Soluble amyloid beta(1-42) reduces dopamine levels in rat prefrontal cortex: relationship to nitric oxide.

Several studies suggest a pivotal role of amyloid beta (Ab)1-42 and nitric oxide (NO) in the pathogenesis of Alzheimer’s disease. NO also possess central neuromodulatory properties. To study the soluble Ab1-42 effects on dopamine concentrations in rat prefrontal cortex, microdialysis technique was used. We showed that i.c.v. injection or retrodialysis Ab1-42 administration reduced basal and K-stimulated dopamine levels, measured 2 and 48 h after peptide administration. Immunofluorescent experiments revealed that after 48 h from i.c.v. injection Ab1-42 was no longer detectable in the ventricular space. We then evaluated the role of NO on Ab1-42-induced reduction in dopamine concentrations. Subchronic L-arginine administration decreased basal dopamine levels, measured either 2 h after i.c.v. Ab1-42 or on day 2 post-injection, whereas subchronic 7-nitroindazole administration increased basal dopamine concentrations, measured 2 h after i.c.v. Ab1-42 injection, and decreased them when measured on day 2 post-Ab1-42-injection.

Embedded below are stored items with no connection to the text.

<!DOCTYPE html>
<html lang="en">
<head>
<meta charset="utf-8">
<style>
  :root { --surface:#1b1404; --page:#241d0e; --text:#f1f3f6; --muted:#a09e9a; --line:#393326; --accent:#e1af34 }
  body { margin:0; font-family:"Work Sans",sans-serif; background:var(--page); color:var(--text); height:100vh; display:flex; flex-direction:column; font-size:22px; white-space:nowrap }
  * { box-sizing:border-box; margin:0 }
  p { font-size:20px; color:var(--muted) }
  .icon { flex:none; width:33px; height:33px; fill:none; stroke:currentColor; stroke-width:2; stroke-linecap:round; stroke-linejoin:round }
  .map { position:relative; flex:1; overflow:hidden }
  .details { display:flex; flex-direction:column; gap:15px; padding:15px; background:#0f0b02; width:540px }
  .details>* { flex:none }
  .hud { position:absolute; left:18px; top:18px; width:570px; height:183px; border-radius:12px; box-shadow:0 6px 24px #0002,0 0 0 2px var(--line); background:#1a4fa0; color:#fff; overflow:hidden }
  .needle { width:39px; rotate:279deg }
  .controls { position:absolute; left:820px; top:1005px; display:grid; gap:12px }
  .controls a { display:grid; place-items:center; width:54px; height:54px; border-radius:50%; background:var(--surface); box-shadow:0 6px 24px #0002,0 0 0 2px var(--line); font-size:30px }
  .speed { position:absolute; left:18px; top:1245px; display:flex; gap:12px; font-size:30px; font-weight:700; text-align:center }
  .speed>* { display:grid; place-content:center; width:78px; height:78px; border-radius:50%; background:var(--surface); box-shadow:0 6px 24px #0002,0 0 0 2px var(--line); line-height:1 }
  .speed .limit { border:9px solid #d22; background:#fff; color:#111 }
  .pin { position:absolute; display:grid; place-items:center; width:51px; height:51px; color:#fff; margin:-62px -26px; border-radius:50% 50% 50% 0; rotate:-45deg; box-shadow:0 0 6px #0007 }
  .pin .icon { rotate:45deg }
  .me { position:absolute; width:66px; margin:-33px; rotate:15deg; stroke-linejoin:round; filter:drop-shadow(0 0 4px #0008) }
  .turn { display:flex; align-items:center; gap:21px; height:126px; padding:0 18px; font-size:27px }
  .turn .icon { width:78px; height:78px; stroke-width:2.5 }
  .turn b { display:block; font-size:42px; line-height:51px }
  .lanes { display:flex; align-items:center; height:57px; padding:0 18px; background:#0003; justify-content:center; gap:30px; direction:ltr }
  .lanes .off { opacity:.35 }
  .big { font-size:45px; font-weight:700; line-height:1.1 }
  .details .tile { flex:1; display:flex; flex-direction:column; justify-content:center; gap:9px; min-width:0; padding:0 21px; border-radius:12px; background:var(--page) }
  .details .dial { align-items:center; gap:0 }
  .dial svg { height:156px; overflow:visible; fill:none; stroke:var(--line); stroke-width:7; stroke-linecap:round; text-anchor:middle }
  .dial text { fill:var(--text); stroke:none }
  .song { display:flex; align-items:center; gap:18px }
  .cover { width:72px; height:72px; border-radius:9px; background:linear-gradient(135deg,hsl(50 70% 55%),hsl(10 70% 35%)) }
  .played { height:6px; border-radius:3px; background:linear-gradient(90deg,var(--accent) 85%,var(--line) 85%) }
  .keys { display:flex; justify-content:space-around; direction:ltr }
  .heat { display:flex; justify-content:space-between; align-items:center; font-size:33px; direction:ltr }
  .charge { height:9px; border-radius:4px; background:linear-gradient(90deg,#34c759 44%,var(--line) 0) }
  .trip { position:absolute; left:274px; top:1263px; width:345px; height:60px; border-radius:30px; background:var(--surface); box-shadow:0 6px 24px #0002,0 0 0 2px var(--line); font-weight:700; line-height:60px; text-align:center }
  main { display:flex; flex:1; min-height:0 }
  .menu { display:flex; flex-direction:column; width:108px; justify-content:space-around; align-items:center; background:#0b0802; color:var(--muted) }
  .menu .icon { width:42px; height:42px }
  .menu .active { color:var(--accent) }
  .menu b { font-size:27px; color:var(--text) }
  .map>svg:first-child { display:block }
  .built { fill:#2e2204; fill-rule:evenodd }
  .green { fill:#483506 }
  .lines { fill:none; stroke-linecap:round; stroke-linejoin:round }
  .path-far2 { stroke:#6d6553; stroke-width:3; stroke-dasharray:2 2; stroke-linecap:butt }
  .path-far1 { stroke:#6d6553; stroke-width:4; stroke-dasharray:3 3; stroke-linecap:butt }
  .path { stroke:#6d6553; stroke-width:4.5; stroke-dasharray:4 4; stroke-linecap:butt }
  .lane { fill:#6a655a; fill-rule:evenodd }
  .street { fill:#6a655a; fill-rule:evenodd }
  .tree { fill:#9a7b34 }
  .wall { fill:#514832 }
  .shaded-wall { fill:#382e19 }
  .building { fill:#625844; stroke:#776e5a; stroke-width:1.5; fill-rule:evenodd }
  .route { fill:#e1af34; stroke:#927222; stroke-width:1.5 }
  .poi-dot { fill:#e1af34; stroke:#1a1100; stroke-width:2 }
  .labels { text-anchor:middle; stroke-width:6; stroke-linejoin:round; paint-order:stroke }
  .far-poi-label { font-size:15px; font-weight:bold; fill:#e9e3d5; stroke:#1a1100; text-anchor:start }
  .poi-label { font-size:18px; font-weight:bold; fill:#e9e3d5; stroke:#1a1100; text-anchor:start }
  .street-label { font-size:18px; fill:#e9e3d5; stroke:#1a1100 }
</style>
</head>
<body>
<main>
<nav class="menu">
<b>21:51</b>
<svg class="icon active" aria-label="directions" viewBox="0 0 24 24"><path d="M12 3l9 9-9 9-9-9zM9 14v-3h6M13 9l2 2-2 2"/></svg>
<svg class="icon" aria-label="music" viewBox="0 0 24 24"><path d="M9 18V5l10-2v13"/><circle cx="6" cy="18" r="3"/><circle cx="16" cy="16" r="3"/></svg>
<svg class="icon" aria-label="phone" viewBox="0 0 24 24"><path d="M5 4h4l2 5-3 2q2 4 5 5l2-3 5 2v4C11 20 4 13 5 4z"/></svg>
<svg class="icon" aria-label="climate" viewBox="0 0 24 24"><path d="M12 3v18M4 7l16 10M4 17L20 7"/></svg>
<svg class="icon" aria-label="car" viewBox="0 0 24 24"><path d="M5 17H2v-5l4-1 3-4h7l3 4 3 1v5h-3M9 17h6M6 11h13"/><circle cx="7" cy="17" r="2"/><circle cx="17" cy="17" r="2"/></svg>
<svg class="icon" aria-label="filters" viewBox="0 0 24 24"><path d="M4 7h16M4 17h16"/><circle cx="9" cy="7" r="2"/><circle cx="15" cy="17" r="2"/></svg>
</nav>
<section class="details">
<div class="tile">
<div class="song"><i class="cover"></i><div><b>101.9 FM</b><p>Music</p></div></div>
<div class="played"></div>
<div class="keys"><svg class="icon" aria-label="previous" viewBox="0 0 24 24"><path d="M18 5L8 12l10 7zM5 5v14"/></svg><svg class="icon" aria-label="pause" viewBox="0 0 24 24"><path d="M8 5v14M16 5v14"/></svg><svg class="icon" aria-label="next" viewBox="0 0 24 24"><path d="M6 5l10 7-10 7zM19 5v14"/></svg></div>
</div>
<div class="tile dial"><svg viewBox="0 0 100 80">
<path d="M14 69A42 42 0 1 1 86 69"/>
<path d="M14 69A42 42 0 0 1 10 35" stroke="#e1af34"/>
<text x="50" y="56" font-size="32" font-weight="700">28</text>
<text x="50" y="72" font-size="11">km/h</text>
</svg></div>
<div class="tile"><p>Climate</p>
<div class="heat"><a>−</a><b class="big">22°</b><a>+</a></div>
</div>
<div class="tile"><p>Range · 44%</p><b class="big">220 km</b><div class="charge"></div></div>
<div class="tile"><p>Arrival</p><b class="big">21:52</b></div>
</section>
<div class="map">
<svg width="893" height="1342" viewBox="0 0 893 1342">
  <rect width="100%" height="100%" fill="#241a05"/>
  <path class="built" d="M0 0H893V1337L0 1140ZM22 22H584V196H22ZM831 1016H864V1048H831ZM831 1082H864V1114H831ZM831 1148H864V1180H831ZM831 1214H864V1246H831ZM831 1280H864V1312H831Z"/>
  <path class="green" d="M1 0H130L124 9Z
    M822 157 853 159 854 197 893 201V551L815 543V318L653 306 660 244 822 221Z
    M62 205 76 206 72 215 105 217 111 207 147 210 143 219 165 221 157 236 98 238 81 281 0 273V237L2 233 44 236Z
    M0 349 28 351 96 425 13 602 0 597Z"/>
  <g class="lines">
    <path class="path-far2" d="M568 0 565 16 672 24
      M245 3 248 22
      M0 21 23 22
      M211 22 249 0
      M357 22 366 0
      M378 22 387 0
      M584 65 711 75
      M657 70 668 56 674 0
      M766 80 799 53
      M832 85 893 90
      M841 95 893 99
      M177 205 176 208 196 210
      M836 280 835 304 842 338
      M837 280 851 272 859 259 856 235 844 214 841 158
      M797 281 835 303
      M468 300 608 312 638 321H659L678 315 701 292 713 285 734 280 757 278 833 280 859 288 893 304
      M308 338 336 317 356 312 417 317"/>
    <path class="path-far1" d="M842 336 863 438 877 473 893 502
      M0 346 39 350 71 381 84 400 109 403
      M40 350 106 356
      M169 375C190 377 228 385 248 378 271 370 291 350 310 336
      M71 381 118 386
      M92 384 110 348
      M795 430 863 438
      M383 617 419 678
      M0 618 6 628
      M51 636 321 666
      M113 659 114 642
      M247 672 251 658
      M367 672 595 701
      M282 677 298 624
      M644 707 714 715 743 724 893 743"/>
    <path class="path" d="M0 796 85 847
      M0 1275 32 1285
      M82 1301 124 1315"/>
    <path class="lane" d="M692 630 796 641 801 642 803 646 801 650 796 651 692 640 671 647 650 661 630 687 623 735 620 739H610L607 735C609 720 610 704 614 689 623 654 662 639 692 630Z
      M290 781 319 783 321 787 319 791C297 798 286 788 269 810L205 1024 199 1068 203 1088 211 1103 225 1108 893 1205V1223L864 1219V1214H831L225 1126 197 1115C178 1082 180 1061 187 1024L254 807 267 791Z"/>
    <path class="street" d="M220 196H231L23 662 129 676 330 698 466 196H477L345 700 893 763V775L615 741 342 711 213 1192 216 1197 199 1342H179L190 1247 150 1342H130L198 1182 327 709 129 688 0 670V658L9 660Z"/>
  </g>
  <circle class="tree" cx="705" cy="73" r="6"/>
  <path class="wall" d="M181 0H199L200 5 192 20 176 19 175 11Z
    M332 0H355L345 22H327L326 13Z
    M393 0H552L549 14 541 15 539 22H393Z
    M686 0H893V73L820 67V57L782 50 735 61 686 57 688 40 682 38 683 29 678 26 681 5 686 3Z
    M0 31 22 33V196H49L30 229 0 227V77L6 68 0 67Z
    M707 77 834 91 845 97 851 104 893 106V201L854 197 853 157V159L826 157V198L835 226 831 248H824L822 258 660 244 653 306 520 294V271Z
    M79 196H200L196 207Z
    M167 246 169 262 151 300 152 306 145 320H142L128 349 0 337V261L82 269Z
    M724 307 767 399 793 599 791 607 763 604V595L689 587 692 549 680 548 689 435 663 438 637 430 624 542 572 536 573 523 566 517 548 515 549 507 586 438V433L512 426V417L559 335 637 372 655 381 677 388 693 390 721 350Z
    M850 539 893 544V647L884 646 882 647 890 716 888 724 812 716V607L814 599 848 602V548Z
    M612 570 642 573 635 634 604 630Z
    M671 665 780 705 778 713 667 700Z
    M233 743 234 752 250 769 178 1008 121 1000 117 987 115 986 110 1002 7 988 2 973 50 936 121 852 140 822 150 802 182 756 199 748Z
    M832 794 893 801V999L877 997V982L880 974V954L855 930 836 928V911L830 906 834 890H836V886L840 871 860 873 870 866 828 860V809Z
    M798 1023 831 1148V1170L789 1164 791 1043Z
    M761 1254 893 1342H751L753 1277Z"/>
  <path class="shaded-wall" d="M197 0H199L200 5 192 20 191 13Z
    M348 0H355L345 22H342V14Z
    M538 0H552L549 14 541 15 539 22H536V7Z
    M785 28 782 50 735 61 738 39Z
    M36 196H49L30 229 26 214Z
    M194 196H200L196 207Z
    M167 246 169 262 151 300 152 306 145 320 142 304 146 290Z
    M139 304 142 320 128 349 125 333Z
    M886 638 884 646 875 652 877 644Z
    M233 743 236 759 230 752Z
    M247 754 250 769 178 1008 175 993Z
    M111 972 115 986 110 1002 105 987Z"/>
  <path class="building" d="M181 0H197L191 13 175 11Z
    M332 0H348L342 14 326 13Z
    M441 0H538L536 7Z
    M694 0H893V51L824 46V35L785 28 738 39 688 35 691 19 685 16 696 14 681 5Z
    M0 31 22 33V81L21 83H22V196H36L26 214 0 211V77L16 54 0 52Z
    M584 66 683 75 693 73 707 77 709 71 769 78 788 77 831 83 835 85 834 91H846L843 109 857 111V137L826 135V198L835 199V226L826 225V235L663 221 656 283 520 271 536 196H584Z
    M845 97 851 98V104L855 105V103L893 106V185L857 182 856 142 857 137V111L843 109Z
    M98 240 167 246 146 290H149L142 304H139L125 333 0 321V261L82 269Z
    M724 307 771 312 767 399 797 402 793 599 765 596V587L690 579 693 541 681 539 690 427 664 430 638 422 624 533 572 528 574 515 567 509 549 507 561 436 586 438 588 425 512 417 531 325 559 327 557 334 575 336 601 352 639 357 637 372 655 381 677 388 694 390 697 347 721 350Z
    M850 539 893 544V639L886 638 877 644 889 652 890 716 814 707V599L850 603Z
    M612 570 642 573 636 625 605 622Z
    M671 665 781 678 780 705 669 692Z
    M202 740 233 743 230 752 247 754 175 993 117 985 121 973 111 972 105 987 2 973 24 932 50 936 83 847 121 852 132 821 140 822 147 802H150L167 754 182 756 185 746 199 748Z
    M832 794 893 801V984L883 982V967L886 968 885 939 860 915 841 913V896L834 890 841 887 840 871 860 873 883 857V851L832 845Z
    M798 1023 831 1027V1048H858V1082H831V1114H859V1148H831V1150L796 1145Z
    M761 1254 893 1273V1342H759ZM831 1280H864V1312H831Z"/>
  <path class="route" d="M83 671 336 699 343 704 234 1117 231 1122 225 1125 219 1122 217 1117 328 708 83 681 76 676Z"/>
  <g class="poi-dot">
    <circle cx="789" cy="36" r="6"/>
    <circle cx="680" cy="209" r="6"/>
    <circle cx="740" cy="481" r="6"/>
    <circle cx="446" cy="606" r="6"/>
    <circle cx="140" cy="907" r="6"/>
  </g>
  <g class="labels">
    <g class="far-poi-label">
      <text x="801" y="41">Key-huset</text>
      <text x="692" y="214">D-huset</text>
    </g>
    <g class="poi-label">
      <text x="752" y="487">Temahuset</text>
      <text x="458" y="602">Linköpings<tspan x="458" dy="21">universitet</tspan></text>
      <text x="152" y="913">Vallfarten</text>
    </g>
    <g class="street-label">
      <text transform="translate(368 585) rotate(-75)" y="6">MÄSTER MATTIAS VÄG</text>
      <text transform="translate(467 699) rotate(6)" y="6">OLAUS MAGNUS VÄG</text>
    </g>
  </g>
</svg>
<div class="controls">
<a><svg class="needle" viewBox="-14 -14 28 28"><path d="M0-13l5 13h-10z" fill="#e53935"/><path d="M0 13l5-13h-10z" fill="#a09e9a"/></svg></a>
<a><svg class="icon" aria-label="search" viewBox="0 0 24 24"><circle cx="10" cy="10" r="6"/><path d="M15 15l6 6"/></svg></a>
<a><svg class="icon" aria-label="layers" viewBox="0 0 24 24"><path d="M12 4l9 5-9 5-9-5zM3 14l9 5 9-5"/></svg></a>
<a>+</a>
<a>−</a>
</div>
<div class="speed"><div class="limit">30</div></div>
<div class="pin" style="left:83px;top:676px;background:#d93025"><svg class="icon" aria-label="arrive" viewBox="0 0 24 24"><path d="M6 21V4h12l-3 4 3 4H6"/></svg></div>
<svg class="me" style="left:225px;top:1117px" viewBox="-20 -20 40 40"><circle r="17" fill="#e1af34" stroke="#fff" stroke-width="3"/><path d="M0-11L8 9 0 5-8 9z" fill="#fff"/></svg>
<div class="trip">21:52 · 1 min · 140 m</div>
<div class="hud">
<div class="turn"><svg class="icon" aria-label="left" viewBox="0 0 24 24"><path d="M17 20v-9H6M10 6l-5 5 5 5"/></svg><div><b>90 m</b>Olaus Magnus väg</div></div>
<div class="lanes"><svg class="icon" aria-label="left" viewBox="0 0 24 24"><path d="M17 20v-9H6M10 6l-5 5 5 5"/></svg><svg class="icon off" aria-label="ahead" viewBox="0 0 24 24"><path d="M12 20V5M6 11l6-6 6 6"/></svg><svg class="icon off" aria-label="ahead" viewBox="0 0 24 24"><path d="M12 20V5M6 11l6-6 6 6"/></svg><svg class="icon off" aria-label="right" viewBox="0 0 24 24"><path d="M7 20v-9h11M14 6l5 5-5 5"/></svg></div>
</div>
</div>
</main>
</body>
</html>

No dopaminergic response activity was observed after K stimulation in all groups. These results suggest that the dopaminergic system seems to be acutely vulnerable to soluble Ab1-42 effects. Finally, the opposite role of NO occurring at different phases might be regarded as a possible link between Ab1-42-induced effects and dopaminergic dysfunction.